XLIX

El perro ladró dentro; pero en cuanto Rubião hubo entrado, lo recibió con gran alegría; y, por molesto que le resultase, Rubião se deshizo en caricias. Le daba escalofríos pensar que allí pudiera encontrarse el testador. Subieron juntos la escalera de piedra; se detuvieron unos instantes a la luz de la lámpara que Rubião había ordenado dejar encendida. Rubião era más crédulo que creyente; no tenía razones para atacar ni defender nada —tierra eternamente virgen para plantar cualquier cosa. La vida de la corte le había conferido una nueva particularidad: rodeado de incrédulos podía incluso ser incrédulo…

Mientras esperaba que le abriesen la puerta miró al perro. El perro lo miraba a él de tal manera que parecía llevar dentro al mismo difunto Quincas Borba; era la misma mirada meditativa, de filósofo, que cuando examinaba asuntos humanos… Nuevo escalofrío; pero, por grande que fuera el miedo, no lo era tanto como para atarle las manos. Rubião las extendió sobre la cabeza del animal, rascándole las orejas y la nuca.

—¡Pobre Quincas Borba! Quieres a tu amo, ¿no? Rubião es muy amigo de Quincas Borba.
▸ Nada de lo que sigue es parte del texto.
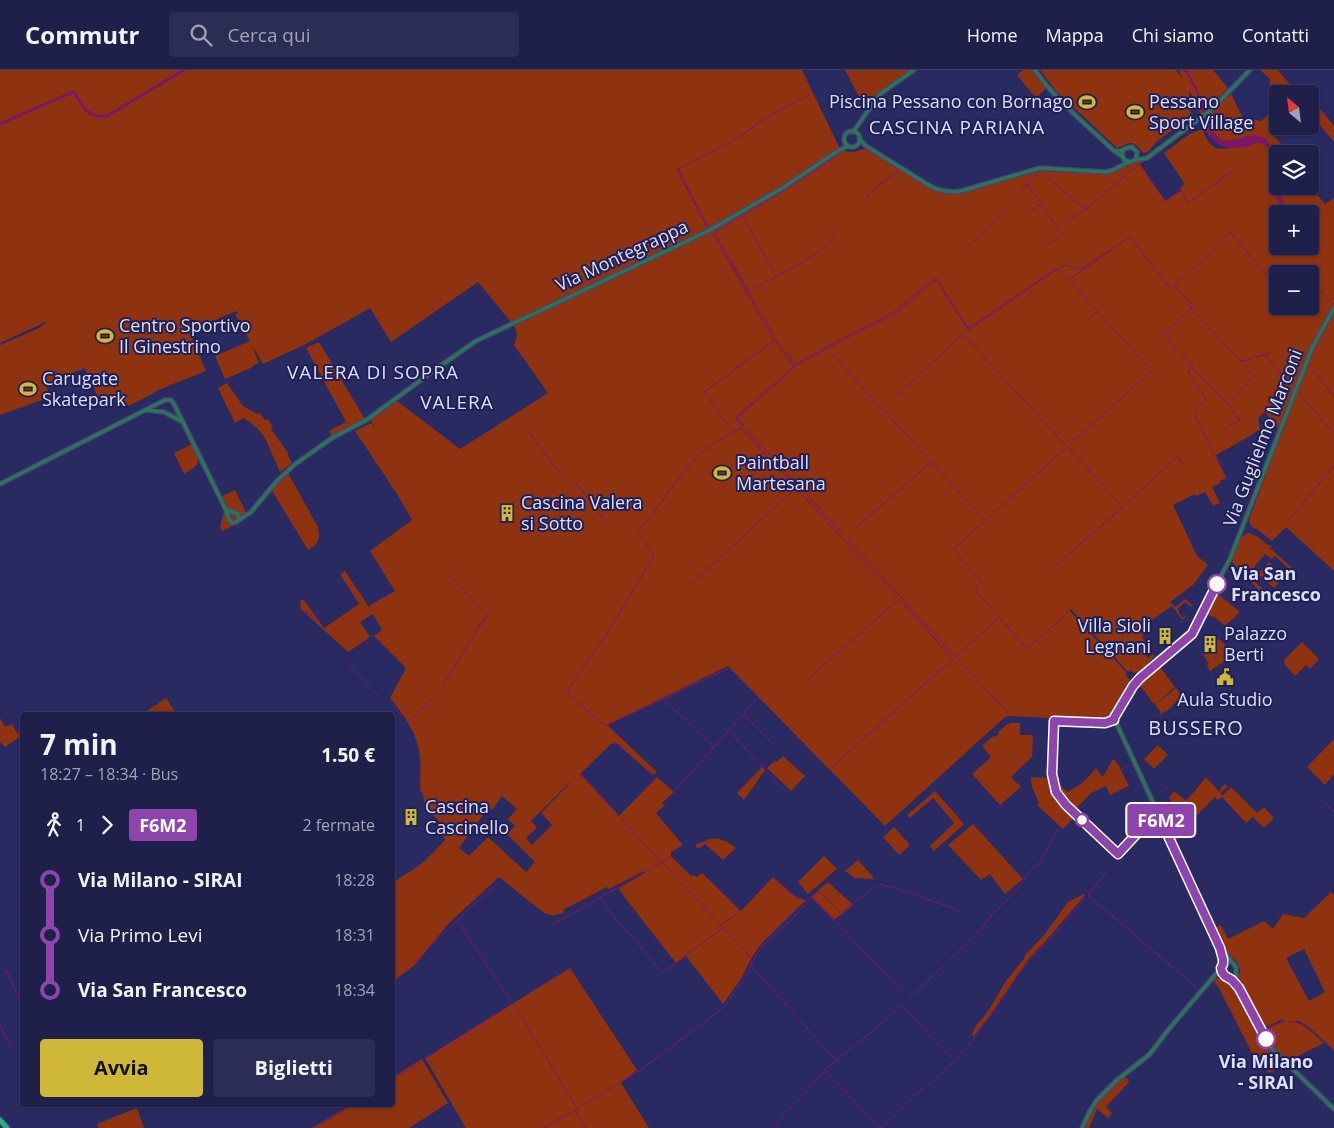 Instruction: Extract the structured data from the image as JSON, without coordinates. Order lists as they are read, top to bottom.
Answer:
{
  "streets": {
    "street": ["Via Montegrappa", "Via Guglielmo Marconi"]
  },
  "districts": [
    "CASCINA PARIANA",
    "VALERA DI SOPRA",
    "VALERA",
    "BUSSERO"
  ],
  "places": {
    "sports": [
      "Piscina Pessano con Bornago",
      "Pessano Sport Village",
      "Centro Sportivo Il Ginestrino",
      "Carugate Skatepark",
      "Paintball Martesana"
    ],
    "building": [
      "Cascina Valera si Sotto",
      "Villa Sioli Legnani",
      "Palazzo Berti",
      "Cascina Cascinello"
    ],
    "other": ["Via San Francesco", "Via Milano - SIRAI"],
    "public building": ["Aula Studio"]
  },
  "lines": ["bus line F6M2"],
  "north": "top left",
  "page": {
    "header": "Commutr",
    "search": "Cerca qui",
    "nav": [
      "Home",
      "Mappa",
      "Chi siamo",
      "Contatti"
    ],
    "on_map": "F6M2",
    "map_buttons": ["+", "−"],
    "heading": ["7 min", "18:27 – 18:34 · Bus", "1.50 €"],
    "legs": ["1", "F6M2", "2 fermate"],
    "list": [
      {
        "name": "Via Milano - SIRAI",
        "value": "18:28"
      },
      {
        "name": "Via Primo Levi",
        "value": "18:31"
      },
      {
        "name": "Via San Francesco",
        "value": "18:34"
      }
    ],
    "buttons": ["Avvia", "Biglietti"]
  }
} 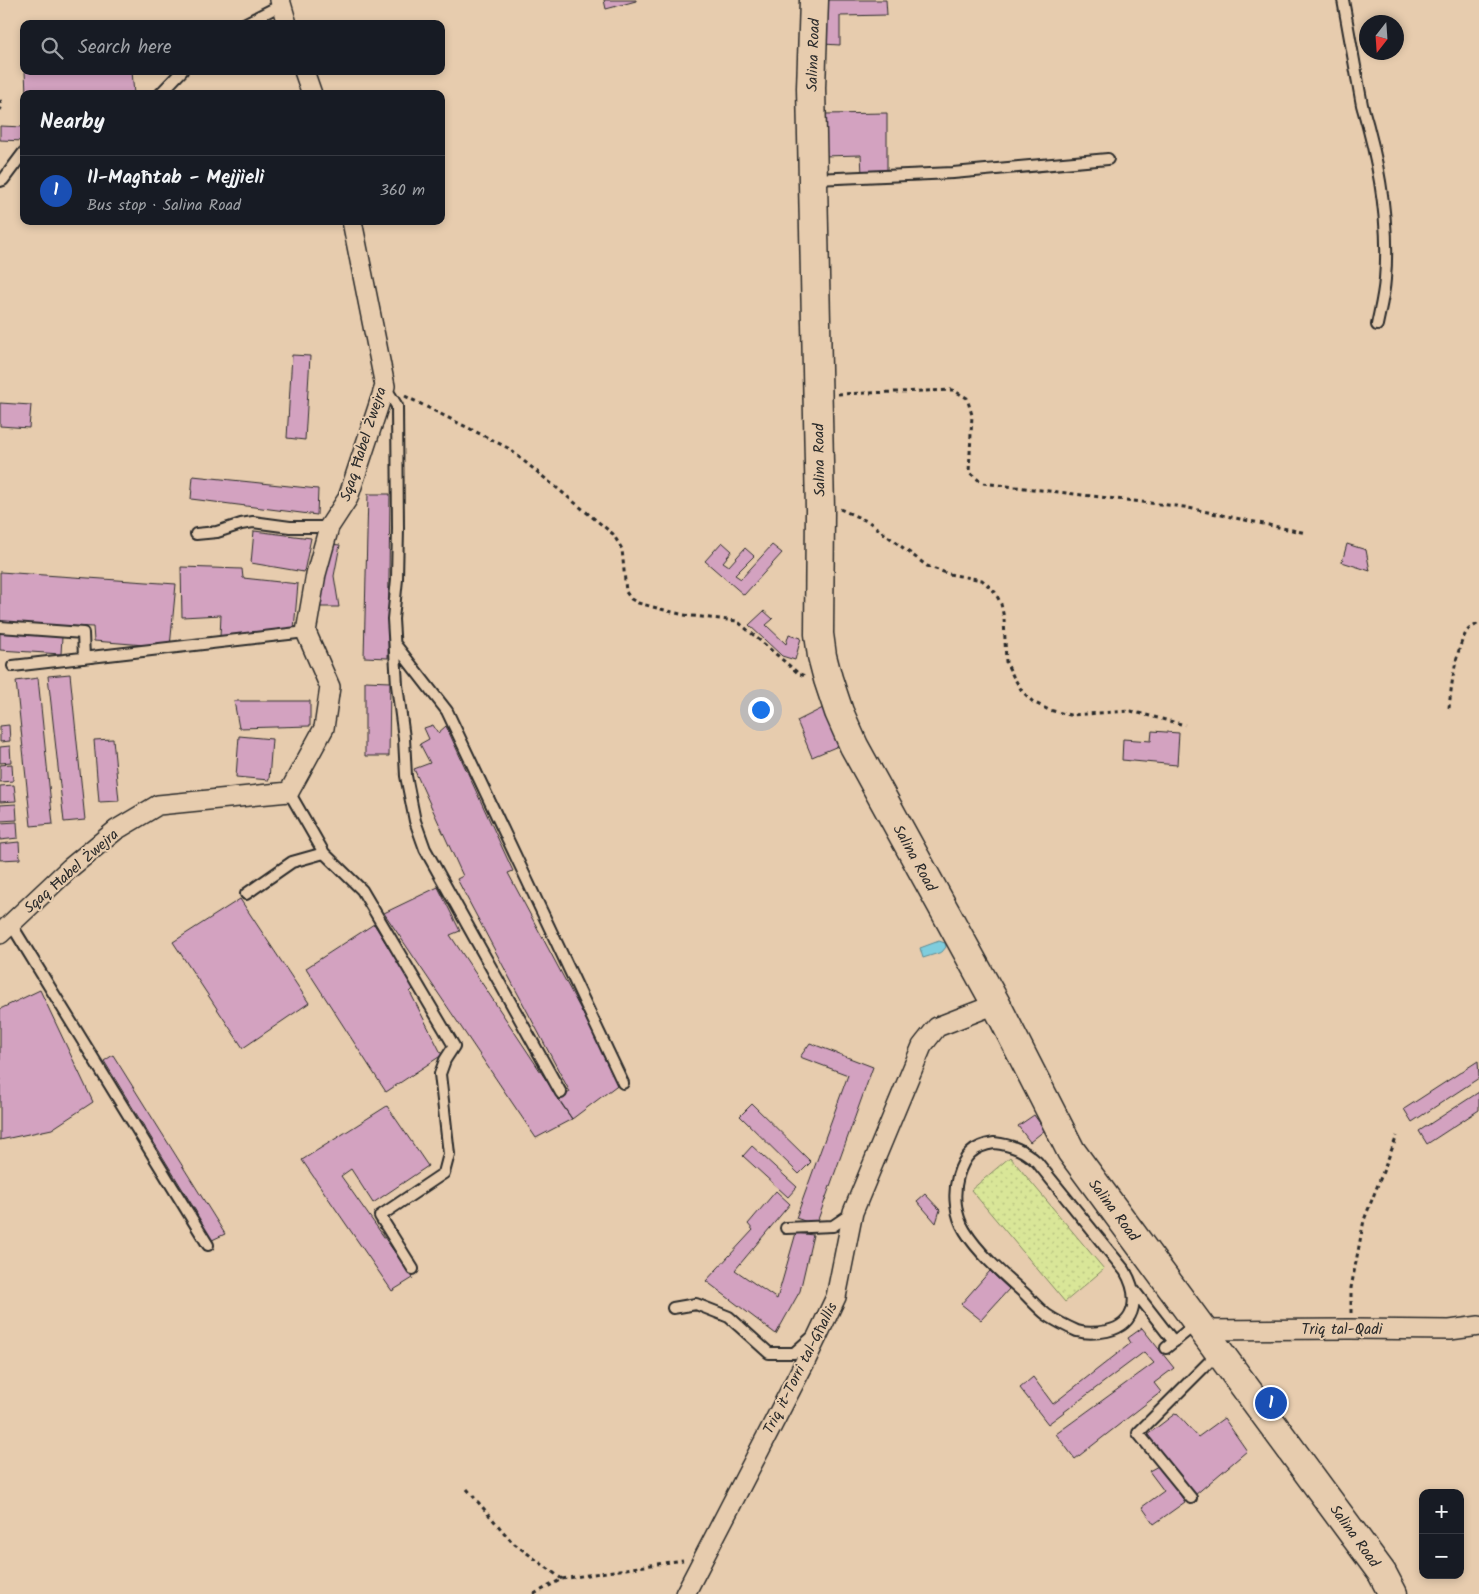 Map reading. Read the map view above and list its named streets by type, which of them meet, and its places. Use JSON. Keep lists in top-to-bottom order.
{
  "streets": {
    "main road": ["Salina Road"],
    "street": ["Sqaq Ħabel Żwejra", "Triq tal-Qadi", "Triq it-Torri tal-Għallis"]
  },
  "crossings": [
    ["Salina Road", "Triq tal-Qadi"],
    ["Salina Road", "Triq it-Torri tal-Għallis"]
  ],
  "north": "bottom",
  "page": {
    "search": "Search here",
    "heading": "Nearby",
    "list": [
      {
        "mark": "1",
        "name": "Il-Magħtab - Mejjieli",
        "note": "Bus stop · Salina Road",
        "value": "360 m"
      }
    ],
    "pins": "1",
    "map_buttons": ["+", "−"]
  }
} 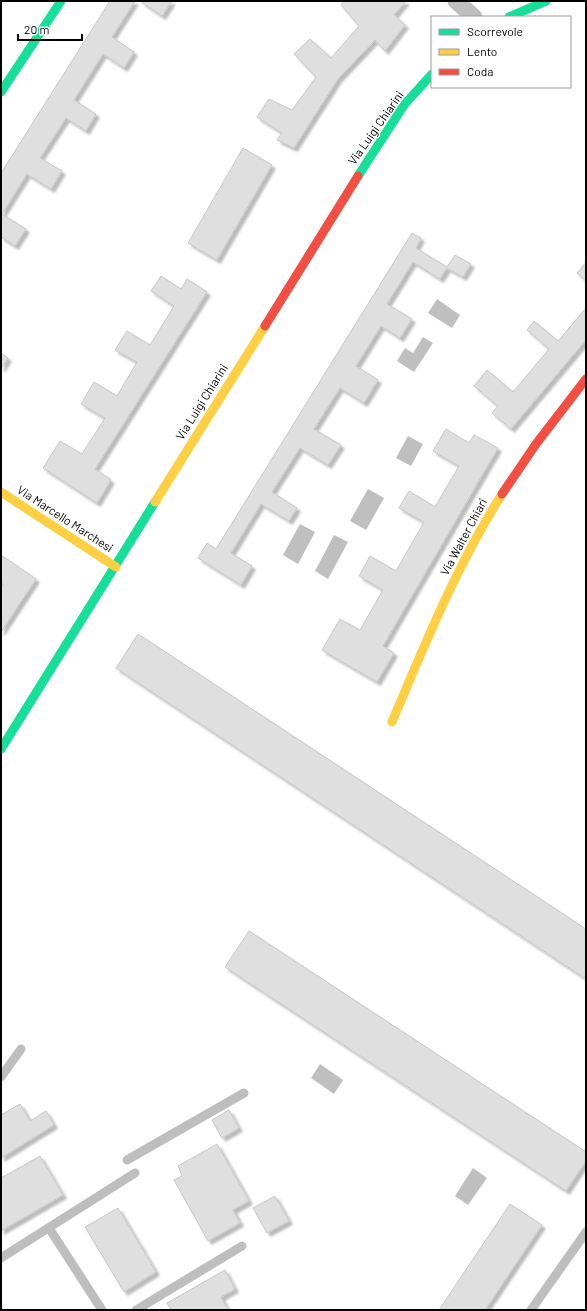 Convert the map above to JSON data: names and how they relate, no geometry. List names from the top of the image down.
{
  "streets": {
    "street": ["Via Luigi Chiarini", "Via Marcello Marchesi", "Via Walter Chiari"]
  },
  "crossings": [
    ["Via Luigi Chiarini", "Via Marcello Marchesi"]
  ],
  "legend": ["Scorrevole", "Lento", "Coda"],
  "scale_bar": "20 m"
} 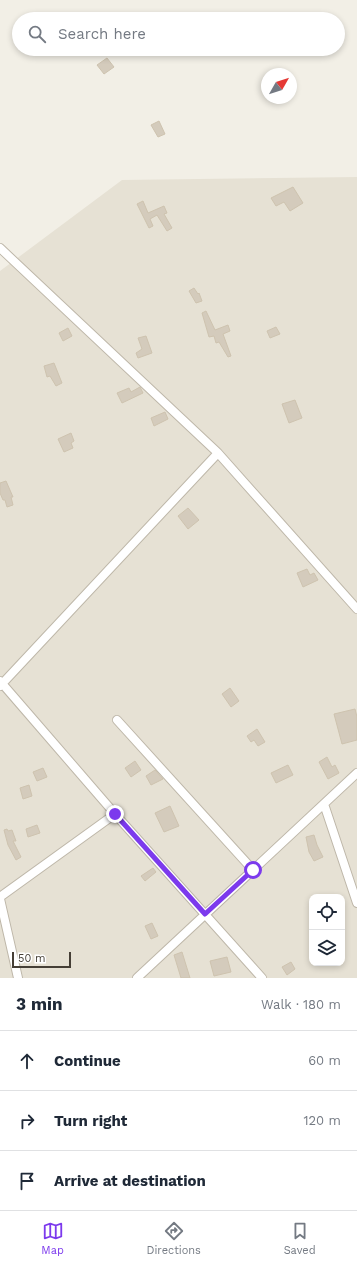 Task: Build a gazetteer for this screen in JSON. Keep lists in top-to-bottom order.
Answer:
{
  "scale_bar": "50 m",
  "north": "top right",
  "page": {
    "search": "Search here",
    "scale": "50 m",
    "heading": ["3 min", "Walk · 180 m"],
    "list": [
      ["Continue", "60 m"],
      ["Turn right", "120 m"],
      "Arrive at destination"
    ],
    "nav": ["Map", "Directions", "Saved"]
  }
} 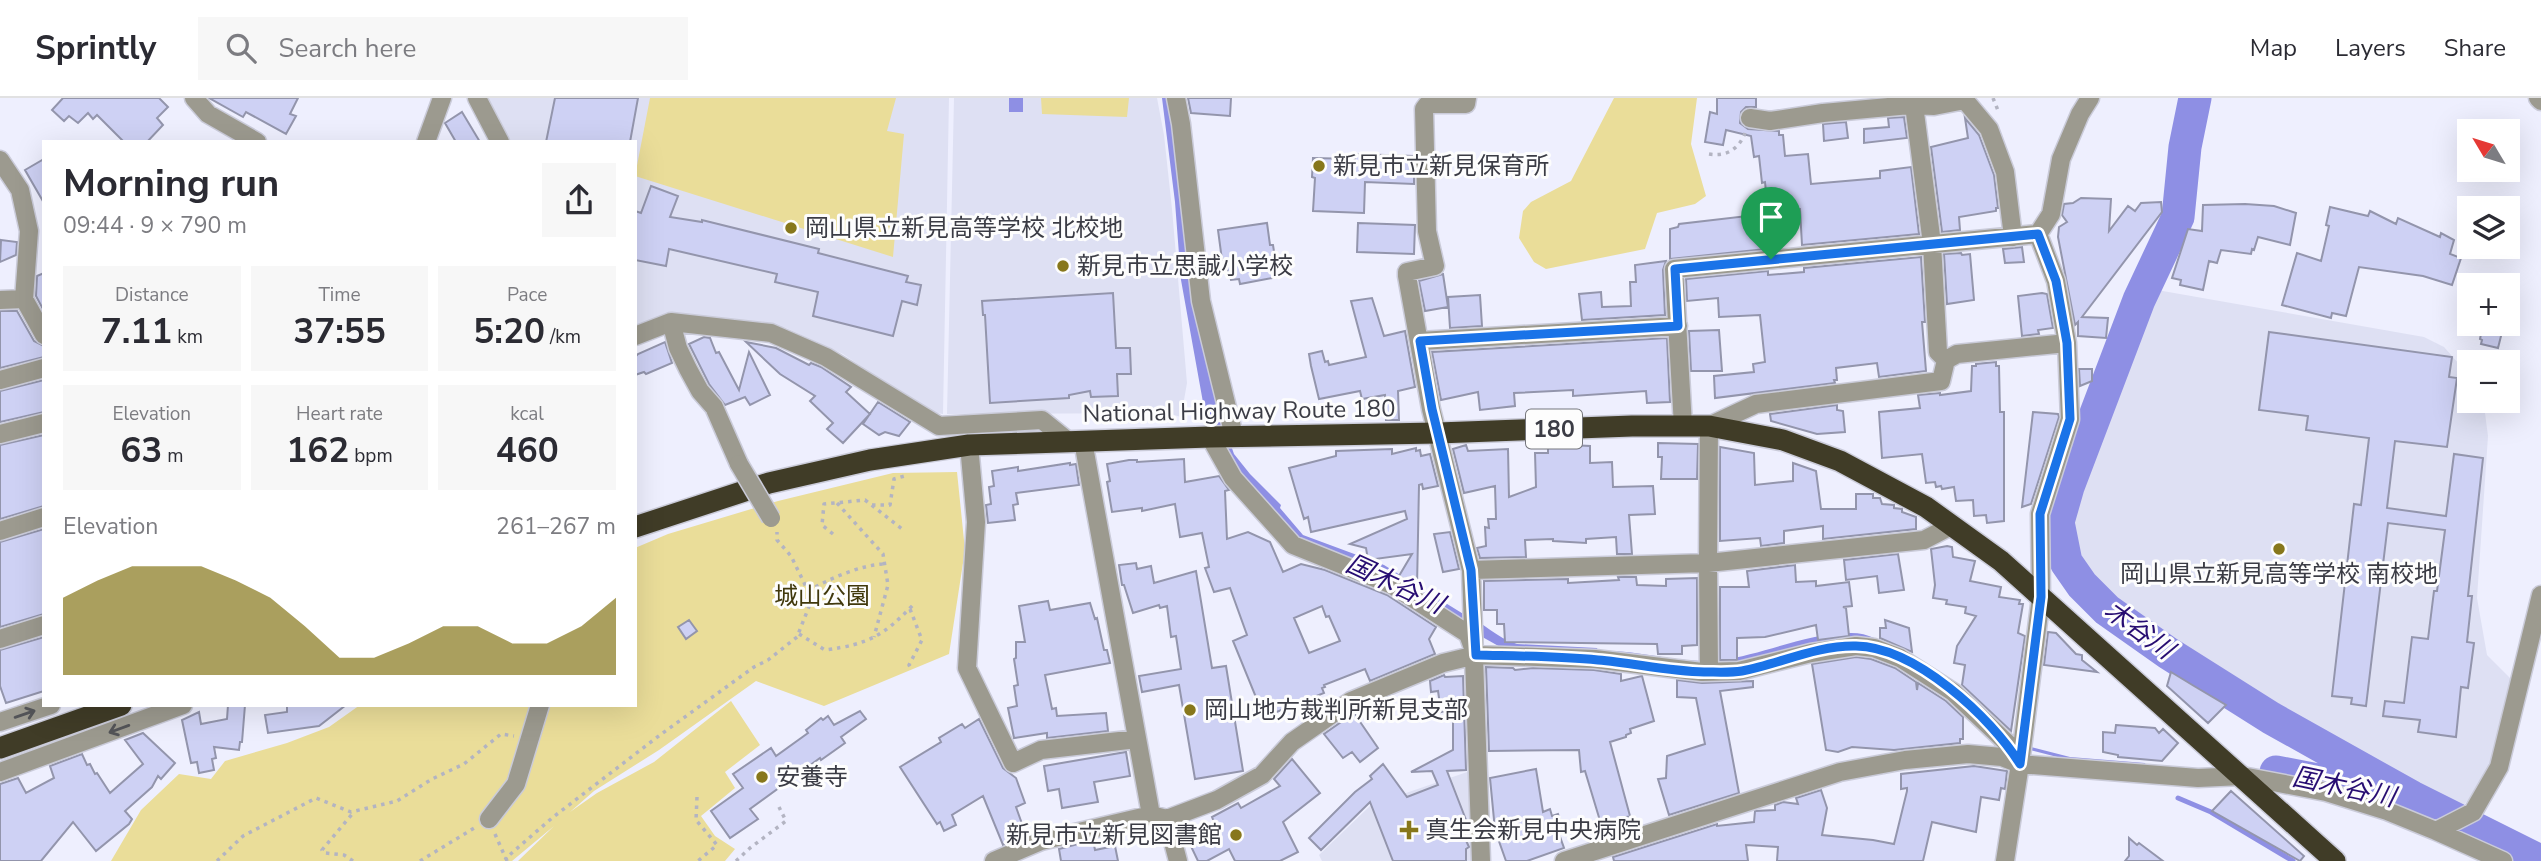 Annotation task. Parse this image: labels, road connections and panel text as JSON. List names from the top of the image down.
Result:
{
  "streets": {
    "highway": ["National Highway Route 180", "180"]
  },
  "water": ["国木谷川", "木谷川"],
  "parks": ["城山公園"],
  "places": {
    "other": [
      "新見市立新見保育所",
      "岡山県立新見高等学校 北校地",
      "新見市立思誠小学校",
      "岡山県立新見高等学校 南校地",
      "岡山地方裁判所新見支部",
      "安養寺",
      "新見市立新見図書館"
    ],
    "health": ["真生会新見中央病院"]
  },
  "north": "top left",
  "page": {
    "header": "Sprintly",
    "search": "Search here",
    "nav": ["Map", "Layers", "Share"],
    "map_buttons": ["+", "−"],
    "heading": ["Morning run", "09:44 · 9 × 790 m"],
    "stats": [
      ["Distance", "7.11 km"],
      ["Time", "37:55"],
      ["Pace", "5:20 /km"],
      ["Elevation", "63 m"],
      ["Heart rate", "162 bpm"],
      ["kcal", "460"]
    ],
    "chart": ["Elevation", "261–267 m"]
  }
}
El perro movía la cabeza lentamente, a izquierda y derecha, ayudando a que las caricias se distribuyeran mejor entre ambas orejas colgantes; luego levantaba el morro para que lo acariciase en el cuello, y el amo obedecía; pero entonces los ojos del perro, entrecerrados de placer, cobraban el mismo aire que los del filósofo, cuando desde la cama contaba historias que Rubião poco o nada entendía… Rubião cerraba los suyos. Le abrieron la puerta; se despidió del perro, pero con tales caricias que era como pedirle que entrase. El criado español se encargó de llevarlo abajo.

—No le pegues —recomendó Rubião.

El criado no le pegó; pero la misma bajada era penosa, y el perro amigo estuvo mucho tiempo gimiendo en el jardín. Rubião entró, se desvistió y echóse en la cama. ¡Ah! Había vivido un día pleno de sensaciones, desde las remembranzas de la mañana y el almuerzo con los dos amigos hasta aquella idea de la metempsicosis, pasando por el recuerdo del ahorcado y por una declaración de no aprobada, mal repelida, tal vez adivinada por otros… Todo se le mezclaba; el espíritu se le iba de un lado a otro como una pelota de goma en manos de niños. No obstante, el sentimiento principal era el del amor. Rubião estaba admirado de sí mismo, y se reprendía; pero la reprensión era obra de la conciencia, mientras que la imaginación no soltaba por nada del mundo la bella figura de Sofía… La una, las dos, las tres… Sofía a lo lejos, abajo los ladridos del perro… El sueño esquivo… ¿Adónde se habían ido las tres horas? Las tres y media… Por fin, tras mucho velar, se le presentó el sueño, exprimió sus clásicas amapolas, y entonces fue instantáneo; antes de las cuatro Rubião se durmió.